The City Is My Oyster

I’ve always thought that there’s something captivating about roaming through the streets of a bustling city alone at night. With no particular purpose or destination, yet not aimlessly either, I get a swelling sense of content from watching the people around me move and moving with them. In big cities, night’s don’t always feel uncomfortable or sinister, especially from an onlooker’s perspective under the warmth and light of the streetlights, shop lights, billboard lights, car lights, bar lights… All of the lights. Maybe it’s the naïve child in me who simply enjoys the physical comfort of being around people. At the risk of sounding like an angsty, misunderstood Holden Caulfield, there is a meditative tranquility about being still in a busy place.

With three of four finals out of the way I thought I would take some time to reflect on the beauty of the city. Having been caged inside confined walls of concrete study rooms for nine to ten hours at a time for a straight week with pages of notes, flash cards and sympathy cookies baked by a friend’s brother who’s exams were long over, it’s easy to forget there’s a world outside of walls. I often catch myself reminiscing about memories of Hong Kong and New York – cities where the crowds are bigger and the lights are brighter, where the city feels alive and electric.

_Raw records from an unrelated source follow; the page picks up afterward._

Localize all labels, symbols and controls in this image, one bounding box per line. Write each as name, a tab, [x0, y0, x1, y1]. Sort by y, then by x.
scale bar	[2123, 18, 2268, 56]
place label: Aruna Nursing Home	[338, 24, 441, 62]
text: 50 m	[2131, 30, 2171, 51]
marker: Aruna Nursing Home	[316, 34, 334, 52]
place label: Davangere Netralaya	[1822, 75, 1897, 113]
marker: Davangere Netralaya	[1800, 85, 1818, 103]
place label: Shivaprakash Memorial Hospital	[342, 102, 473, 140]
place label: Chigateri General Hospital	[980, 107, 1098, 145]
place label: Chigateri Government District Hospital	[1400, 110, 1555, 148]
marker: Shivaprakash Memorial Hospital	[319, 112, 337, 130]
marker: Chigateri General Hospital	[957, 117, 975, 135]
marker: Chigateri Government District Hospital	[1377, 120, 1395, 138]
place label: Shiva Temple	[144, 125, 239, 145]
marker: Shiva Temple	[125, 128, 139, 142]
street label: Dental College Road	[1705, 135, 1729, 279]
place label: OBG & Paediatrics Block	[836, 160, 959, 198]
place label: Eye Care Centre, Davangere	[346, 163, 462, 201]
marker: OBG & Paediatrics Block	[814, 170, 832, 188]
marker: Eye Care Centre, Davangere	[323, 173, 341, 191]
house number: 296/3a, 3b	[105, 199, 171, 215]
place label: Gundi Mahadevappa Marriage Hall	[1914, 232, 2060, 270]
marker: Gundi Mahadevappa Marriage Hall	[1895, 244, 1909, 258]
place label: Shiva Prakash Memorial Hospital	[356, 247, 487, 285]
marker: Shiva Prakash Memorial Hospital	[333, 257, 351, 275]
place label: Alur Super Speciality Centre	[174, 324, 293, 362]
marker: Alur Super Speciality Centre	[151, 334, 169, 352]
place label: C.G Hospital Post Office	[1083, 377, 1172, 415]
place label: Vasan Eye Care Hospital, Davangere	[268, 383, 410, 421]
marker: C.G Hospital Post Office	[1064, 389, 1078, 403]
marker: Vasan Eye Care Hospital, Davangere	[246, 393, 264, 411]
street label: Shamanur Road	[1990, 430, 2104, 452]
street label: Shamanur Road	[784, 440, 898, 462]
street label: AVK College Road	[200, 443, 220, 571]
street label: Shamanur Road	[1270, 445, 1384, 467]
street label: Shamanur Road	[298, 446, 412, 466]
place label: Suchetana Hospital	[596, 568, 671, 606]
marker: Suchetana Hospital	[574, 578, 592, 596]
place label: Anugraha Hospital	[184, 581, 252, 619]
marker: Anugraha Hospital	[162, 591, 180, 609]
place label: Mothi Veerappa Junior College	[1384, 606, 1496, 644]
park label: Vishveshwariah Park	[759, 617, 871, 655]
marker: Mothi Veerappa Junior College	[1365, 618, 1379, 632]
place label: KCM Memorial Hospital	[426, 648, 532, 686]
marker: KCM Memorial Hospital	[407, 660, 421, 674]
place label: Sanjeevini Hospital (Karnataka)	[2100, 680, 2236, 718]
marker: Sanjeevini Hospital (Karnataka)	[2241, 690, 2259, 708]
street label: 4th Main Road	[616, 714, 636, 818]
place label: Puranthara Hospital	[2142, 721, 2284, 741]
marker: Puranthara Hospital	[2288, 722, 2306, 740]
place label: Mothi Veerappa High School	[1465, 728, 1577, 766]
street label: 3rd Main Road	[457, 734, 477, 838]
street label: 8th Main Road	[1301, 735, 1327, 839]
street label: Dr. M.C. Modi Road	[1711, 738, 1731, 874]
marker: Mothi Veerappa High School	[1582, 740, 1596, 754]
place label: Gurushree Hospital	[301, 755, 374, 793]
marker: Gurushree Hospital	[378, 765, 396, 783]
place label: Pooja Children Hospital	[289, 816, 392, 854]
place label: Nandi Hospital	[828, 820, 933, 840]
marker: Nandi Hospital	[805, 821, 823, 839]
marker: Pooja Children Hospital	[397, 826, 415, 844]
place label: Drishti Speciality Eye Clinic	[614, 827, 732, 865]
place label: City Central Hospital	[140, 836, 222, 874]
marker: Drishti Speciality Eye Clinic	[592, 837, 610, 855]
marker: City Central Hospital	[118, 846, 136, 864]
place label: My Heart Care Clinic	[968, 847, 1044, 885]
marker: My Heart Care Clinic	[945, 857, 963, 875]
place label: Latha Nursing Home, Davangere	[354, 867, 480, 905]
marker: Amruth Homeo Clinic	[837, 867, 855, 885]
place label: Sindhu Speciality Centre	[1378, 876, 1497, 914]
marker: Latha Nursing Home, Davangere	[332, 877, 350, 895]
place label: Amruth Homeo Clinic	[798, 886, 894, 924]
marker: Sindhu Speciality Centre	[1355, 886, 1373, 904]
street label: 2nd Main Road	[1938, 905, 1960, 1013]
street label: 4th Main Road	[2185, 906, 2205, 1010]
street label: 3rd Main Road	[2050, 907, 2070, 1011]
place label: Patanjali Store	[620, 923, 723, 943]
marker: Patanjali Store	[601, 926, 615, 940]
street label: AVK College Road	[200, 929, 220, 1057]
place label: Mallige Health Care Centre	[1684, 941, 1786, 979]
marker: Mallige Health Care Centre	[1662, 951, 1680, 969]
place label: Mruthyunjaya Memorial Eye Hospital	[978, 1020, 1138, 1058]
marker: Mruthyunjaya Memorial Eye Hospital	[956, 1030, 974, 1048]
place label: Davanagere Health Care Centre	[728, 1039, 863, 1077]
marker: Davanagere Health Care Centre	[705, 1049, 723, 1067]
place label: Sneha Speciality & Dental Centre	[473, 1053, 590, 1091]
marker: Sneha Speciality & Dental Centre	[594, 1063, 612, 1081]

I fell in love with New York City in the fall of 2011, my first visit. The intricacy of the gridded roads, grandeur of luxury flagship stores on 5th avenue, mass lands for parks and buildings where colonialism met modernism – it all seemed otherworldly. I knew instantly it was the city I would, one day, love to call home. With a rough estimate on the whereabouts of Up/Mid/Downtown were, I was dead set on familiarizing myself with street names: play the part of the local New Yorker (although daily rides on GrayLine double decker buses probably gave my tourist status away).

Standing in the middle of Times Square, where the lights give off a false impression of day, it was hard to imagine living in a city so beautiful. Is there a point when locals become immune to its beauty? I don’t think New York’s novelty could every wear off for me. I guess, one day, we’ll see.